Shifting Fortunes in API Market Growth

Biologics enhance their positions amidst slowing growth in the global and US markets.
Aug 02, 2009
Volume 33, Issue 8

Patricia Van Arnum
The year 2008 marked another period of slowing growth in the global and US markets for prescription drugs. Increased market penetration of generic drugs, fewer new product launches from recent highs, and deteriorating macroeconomic conditions contributed to a sluggish performance in 2008 and bodes ominously for the near term. Biologics increased their position among the top-selling prescription drugs in 2008, and strong growth is expected for 2009 and beyond.

Crunching the numbers

Global market. The global market (on a value basis) for prescription drugs increased 4.8% to $773 billion (see Figures 1 and 2), according to IMS Health. Although global pharmaceutical sales again increased in 2008, the rate of growth has slowed from a recent high of 10.2% in 2003 to only 4.8% in 2008 (see Figure 1). This trend reflects the sixth-consecutive year in which the rate of growth has declined (see Figure 1).
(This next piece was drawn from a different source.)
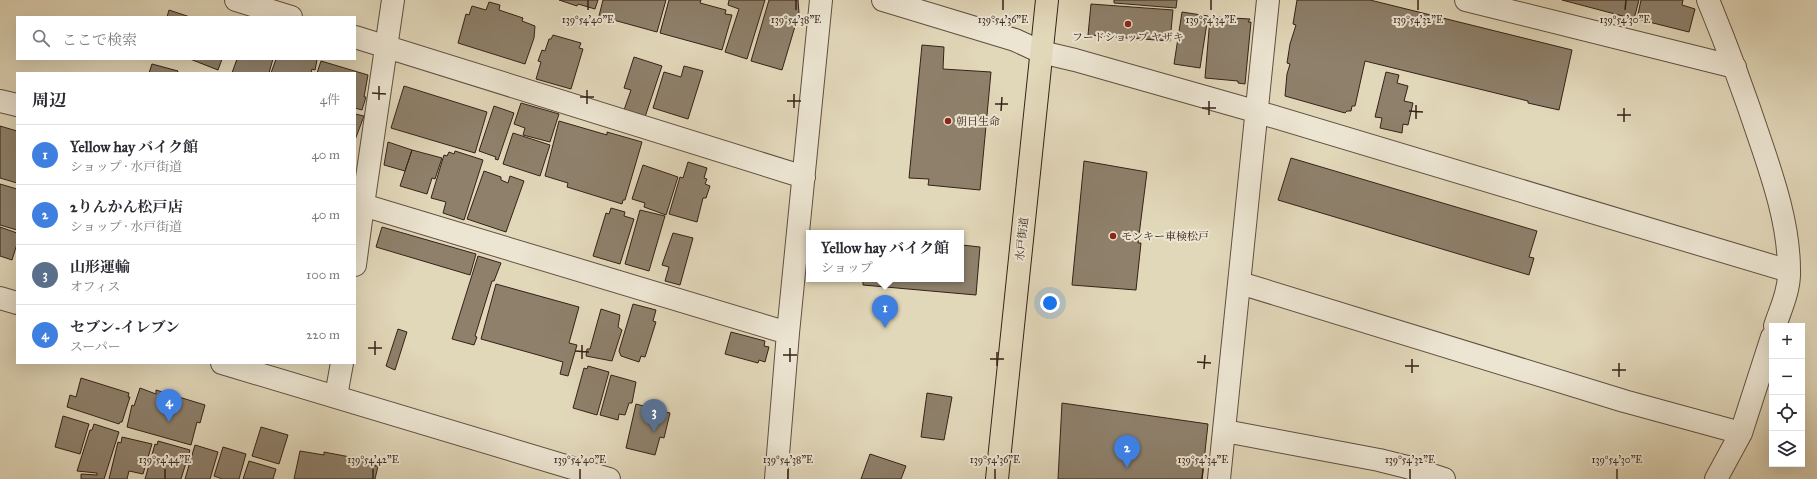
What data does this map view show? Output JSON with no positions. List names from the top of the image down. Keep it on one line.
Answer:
{"streets":{"highway":["水戸街道"]},"places":["フードショップ ヤザキ","朝日生命","モンキー車検松戸"],"page":{"search":"ここで検索","heading":["周辺","4件"],"list":[{"mark":"1","name":"Yellow hay バイク館","note":"ショップ · 水戸街道","value":"40 m"},{"mark":"2","name":"2りんかん松戸店","note":"ショップ · 水戸街道","value":"40 m"},{"mark":"3","name":"山形運輸","note":"オフィス","value":"100 m"},{"mark":"4","name":"セブン-イレブン","note":"スーパー","value":"220 m"}],"popup":["Yellow hay バイク館","ショップ"],"pins":["1","4","3","2"],"map_buttons":["+","−"]},"coordinates":["139°54'40\"E","139°54'38\"E","139°54'36\"E","139°54'34\"E","139°54'32\"E","139°54'30\"E","139°54'44\"E","139°54'42\"E"]}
Figure 1: Annual percentage growth in global prescription pharmaceutical sales. (DATA FOR FIGURE 1 IS COURTESY OF IMS HEALTH)
For 2009, IMS projects that the value of the global pharmaceutical market will increase only 2.5–3.5% on a constant dollar basis in 2009 to $750 billion (in current market dollars), based on estimates as of April 2009. IMS is forecasting a $70-billion reduction in global pharmaceutical sales from 2008 to 2009, driven by the lower growth rate and fluctuations in currency exchange rates. Of the $70-billion reduction, $15 billion is due to the economy and lowering of the growth rate; the remaining $55 billion is a result of currency exchange rates based on data from the Economist Intelligence Unit which tracks and forecasts exchange rates and macroeconomic indices. The near-term outlook is somewhat better as the global compound annual growth rate (CAGR) is projected at 3–6% through 2013.

Figure 2: Global market for prescription pharmacetical sales. (DATA FOR FIGURE 2 IS COURTESY OF IMS HEALTH)
US market. A key reason for the subdued global outlook is declining growth in the US pharmaceutical market, which was the largest national market in 2008. US sales of prescription drugs increased only 1.3% to $291 billion in 2008, according to IMS Health. For 2009, IMS projects that prescription drug sales in the US will decline by 1–2%, a historic low, based on estimates as of April 2009, and the overall five-year CAGR is expected to be flat. The expiration of several blockbusters in 2011 will curtail growth through the end of 2013.